(Required action): Transcribe all of the listing below in full.

(Input):

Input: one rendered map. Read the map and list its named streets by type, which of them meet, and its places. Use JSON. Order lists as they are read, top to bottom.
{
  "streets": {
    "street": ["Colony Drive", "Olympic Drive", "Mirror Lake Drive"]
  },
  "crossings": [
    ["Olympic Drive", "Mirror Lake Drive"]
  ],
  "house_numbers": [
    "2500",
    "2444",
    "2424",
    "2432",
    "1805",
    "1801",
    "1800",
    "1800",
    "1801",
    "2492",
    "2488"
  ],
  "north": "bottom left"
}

(Task solution):
Input: one rendered map. Read the map and list its named streets by type, which of them meet, and its places. Use JSON. Order lists as they are read, top to bottom.
{
  "streets": {
    "street": ["Colony Drive", "Olympic Drive", "Mirror Lake Drive"]
  },
  "crossings": [
    ["Olympic Drive", "Mirror Lake Drive"]
  ],
  "house_numbers": [
    "2500",
    "2444",
    "2424",
    "2432",
    "1805",
    "1801",
    "1800",
    "1800",
    "1801",
    "2492",
    "2488"
  ],
  "north": "bottom left"
}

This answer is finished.